* **Information**:
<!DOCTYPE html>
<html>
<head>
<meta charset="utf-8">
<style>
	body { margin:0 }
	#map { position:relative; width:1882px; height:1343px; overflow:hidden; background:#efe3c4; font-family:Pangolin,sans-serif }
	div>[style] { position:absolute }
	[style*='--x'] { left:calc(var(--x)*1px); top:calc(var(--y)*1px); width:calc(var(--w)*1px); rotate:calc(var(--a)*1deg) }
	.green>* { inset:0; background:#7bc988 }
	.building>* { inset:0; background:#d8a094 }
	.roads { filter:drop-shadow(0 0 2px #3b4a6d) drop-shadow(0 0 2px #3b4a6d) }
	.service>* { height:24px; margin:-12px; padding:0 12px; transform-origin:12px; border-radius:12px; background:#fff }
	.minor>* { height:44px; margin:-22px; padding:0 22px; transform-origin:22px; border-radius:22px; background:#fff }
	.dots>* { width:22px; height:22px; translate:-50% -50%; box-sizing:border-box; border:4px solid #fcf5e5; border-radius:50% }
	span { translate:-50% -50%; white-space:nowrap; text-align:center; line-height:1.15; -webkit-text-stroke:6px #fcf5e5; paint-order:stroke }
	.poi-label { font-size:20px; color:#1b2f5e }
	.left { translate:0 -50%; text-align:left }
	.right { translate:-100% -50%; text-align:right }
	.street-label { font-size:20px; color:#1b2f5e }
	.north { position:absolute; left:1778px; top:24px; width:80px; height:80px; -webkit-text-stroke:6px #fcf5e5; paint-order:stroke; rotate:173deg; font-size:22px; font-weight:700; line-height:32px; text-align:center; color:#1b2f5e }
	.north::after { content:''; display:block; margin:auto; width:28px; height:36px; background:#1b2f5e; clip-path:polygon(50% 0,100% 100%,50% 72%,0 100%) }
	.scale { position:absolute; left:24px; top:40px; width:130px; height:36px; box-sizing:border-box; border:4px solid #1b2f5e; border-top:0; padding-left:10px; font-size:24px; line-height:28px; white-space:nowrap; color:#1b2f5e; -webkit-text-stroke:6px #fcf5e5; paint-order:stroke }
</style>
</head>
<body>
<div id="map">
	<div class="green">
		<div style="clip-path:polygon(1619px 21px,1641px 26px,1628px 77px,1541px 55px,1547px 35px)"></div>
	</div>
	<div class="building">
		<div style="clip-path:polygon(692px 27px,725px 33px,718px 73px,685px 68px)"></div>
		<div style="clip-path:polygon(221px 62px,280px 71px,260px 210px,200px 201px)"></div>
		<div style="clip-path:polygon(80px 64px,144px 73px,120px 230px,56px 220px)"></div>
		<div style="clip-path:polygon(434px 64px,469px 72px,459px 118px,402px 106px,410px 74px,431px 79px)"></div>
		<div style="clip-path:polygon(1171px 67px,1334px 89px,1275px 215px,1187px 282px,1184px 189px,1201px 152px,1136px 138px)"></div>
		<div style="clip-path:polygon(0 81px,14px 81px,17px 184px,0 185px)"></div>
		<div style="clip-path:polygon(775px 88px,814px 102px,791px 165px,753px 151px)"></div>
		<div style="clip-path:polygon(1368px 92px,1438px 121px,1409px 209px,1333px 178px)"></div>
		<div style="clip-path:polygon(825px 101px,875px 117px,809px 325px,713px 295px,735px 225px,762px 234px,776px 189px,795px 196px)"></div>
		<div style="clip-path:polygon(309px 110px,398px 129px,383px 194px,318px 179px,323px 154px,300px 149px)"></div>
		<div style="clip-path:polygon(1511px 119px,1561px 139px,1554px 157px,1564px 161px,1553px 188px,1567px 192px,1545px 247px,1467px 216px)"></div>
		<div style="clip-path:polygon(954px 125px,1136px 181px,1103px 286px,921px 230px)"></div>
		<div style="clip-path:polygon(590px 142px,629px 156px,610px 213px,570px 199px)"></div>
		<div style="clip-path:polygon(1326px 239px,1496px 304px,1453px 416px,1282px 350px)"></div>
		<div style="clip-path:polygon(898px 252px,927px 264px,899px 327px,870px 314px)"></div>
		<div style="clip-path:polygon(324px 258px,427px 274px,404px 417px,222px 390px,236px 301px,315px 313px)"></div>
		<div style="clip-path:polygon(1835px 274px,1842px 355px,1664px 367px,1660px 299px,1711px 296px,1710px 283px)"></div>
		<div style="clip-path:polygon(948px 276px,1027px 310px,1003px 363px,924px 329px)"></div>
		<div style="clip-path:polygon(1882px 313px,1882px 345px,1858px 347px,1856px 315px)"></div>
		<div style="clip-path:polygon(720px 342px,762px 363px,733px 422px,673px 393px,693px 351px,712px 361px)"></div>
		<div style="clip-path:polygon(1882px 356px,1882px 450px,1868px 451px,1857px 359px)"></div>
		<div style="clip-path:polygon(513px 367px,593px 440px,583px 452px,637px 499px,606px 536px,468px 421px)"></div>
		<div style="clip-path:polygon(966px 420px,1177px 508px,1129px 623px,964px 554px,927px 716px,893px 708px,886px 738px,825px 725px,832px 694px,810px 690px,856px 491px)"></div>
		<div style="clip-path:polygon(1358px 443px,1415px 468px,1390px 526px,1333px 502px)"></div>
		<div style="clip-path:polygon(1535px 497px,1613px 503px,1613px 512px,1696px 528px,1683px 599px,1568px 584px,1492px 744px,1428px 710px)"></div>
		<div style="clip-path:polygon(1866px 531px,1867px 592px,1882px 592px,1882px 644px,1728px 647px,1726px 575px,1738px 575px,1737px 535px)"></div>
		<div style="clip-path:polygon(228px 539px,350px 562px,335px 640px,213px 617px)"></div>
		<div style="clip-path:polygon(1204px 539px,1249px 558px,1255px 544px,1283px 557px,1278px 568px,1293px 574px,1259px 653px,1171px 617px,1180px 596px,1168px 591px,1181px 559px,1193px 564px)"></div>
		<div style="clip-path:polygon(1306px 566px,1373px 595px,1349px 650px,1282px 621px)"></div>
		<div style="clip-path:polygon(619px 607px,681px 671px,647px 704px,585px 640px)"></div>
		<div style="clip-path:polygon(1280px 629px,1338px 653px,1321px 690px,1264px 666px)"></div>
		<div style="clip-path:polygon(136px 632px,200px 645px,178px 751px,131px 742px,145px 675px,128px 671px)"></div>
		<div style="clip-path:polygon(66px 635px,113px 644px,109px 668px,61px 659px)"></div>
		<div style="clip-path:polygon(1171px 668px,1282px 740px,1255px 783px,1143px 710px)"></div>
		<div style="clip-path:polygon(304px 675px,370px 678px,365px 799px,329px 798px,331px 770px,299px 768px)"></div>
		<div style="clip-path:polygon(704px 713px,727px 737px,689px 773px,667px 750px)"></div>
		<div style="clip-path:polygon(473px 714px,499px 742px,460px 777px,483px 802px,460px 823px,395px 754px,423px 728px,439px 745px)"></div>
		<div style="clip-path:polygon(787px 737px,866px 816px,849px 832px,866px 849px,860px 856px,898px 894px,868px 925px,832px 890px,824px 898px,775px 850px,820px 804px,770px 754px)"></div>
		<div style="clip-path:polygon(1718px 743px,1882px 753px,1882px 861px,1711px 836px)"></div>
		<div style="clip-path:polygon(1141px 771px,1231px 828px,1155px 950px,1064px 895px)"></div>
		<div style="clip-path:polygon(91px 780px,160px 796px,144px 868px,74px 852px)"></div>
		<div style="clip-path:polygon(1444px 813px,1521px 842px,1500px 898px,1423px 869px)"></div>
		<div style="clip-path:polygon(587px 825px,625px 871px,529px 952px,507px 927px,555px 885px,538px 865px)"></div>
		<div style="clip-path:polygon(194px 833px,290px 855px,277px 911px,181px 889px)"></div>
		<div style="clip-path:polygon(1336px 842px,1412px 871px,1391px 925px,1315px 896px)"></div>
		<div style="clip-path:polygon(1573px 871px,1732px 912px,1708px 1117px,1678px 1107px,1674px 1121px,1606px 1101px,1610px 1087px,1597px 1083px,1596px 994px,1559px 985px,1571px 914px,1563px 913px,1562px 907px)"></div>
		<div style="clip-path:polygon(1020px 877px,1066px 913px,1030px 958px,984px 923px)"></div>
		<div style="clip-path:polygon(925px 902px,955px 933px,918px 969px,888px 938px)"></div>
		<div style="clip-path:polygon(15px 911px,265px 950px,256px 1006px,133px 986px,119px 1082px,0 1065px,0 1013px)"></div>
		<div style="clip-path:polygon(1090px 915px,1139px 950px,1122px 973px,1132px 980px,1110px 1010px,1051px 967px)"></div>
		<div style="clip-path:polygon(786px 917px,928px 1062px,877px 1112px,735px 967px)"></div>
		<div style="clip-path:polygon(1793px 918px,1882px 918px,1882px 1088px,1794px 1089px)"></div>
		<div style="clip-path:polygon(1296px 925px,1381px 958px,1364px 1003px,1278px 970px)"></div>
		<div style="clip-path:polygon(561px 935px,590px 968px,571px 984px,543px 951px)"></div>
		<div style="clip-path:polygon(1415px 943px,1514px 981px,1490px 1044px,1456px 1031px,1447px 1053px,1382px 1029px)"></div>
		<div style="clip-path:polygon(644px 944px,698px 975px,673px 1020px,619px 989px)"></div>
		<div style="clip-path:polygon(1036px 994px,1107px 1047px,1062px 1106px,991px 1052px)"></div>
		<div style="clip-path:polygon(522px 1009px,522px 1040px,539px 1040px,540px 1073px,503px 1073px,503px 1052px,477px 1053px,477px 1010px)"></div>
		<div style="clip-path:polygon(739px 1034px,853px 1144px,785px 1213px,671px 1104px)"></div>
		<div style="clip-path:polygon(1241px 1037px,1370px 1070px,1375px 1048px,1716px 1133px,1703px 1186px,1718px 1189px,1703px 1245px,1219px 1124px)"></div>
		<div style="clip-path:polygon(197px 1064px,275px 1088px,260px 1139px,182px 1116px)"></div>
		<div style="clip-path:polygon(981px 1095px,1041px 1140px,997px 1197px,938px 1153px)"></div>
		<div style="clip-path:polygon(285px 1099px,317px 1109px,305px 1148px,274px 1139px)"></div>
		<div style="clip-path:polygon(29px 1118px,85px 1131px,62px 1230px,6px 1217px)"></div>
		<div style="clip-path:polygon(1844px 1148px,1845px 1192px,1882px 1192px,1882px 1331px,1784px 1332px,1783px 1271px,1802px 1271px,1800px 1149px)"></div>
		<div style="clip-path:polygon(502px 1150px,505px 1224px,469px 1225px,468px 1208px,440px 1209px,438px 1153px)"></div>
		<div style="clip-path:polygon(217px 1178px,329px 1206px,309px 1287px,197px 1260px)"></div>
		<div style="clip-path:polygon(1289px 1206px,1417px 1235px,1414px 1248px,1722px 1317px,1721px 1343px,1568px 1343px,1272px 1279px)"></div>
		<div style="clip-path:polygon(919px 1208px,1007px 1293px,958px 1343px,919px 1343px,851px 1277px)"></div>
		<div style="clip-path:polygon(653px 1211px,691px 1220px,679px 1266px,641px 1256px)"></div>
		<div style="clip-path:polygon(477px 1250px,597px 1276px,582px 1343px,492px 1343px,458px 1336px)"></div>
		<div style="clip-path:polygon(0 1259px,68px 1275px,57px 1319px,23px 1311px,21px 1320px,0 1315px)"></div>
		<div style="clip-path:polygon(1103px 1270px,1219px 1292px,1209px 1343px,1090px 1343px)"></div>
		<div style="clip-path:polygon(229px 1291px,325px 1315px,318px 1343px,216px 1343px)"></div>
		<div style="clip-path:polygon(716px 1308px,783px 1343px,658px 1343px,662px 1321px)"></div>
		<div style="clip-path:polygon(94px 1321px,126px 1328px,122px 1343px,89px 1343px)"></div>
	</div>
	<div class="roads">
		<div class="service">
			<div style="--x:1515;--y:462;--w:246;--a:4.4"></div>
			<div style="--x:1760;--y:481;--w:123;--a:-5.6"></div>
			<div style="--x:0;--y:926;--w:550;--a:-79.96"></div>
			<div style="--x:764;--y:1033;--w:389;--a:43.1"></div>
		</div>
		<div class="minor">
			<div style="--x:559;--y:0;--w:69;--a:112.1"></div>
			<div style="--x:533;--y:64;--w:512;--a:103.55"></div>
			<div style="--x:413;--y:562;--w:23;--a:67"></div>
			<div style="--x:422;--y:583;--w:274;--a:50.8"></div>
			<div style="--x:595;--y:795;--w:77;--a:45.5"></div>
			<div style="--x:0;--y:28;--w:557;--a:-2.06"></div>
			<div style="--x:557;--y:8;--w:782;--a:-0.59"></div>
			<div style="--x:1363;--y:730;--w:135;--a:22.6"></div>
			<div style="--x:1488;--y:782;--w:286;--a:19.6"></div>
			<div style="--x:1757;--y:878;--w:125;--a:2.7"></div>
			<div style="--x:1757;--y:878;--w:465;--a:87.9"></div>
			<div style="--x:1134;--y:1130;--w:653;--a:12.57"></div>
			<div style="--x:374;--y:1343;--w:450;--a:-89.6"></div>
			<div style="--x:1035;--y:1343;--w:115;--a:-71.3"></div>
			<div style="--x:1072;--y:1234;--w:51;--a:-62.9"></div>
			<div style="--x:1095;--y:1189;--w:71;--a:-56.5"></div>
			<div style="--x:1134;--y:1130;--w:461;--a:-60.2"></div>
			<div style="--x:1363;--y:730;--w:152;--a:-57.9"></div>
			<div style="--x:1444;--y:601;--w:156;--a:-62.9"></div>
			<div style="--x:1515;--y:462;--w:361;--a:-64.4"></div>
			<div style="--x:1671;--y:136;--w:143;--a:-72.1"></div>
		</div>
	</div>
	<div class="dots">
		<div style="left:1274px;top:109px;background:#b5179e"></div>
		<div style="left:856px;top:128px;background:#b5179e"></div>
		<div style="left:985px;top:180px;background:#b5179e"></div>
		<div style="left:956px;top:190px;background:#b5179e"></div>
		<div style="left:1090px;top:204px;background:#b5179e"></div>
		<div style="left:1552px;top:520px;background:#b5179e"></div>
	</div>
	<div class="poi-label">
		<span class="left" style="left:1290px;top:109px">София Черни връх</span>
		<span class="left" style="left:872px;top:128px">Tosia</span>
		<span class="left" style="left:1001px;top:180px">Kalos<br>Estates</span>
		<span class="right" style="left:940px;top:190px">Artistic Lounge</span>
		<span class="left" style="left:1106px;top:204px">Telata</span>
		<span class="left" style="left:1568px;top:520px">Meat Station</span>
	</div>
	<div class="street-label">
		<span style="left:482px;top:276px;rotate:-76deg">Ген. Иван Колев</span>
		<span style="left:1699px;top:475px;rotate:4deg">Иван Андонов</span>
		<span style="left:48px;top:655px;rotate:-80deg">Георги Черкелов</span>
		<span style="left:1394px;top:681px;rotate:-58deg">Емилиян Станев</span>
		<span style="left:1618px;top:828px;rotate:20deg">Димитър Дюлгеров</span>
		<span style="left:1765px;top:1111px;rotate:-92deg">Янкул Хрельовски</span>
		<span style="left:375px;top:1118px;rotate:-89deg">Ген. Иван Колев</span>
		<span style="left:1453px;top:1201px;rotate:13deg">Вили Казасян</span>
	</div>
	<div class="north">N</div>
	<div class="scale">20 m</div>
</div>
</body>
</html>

* **Your goal**:
Copy out each line of the records above that includes "service".

* **Task output**:
	.service>* { height:24px; margin:-12px; padding:0 12px; transform-origin:12px; border-radius:12px; background:#fff }
		<div class="service">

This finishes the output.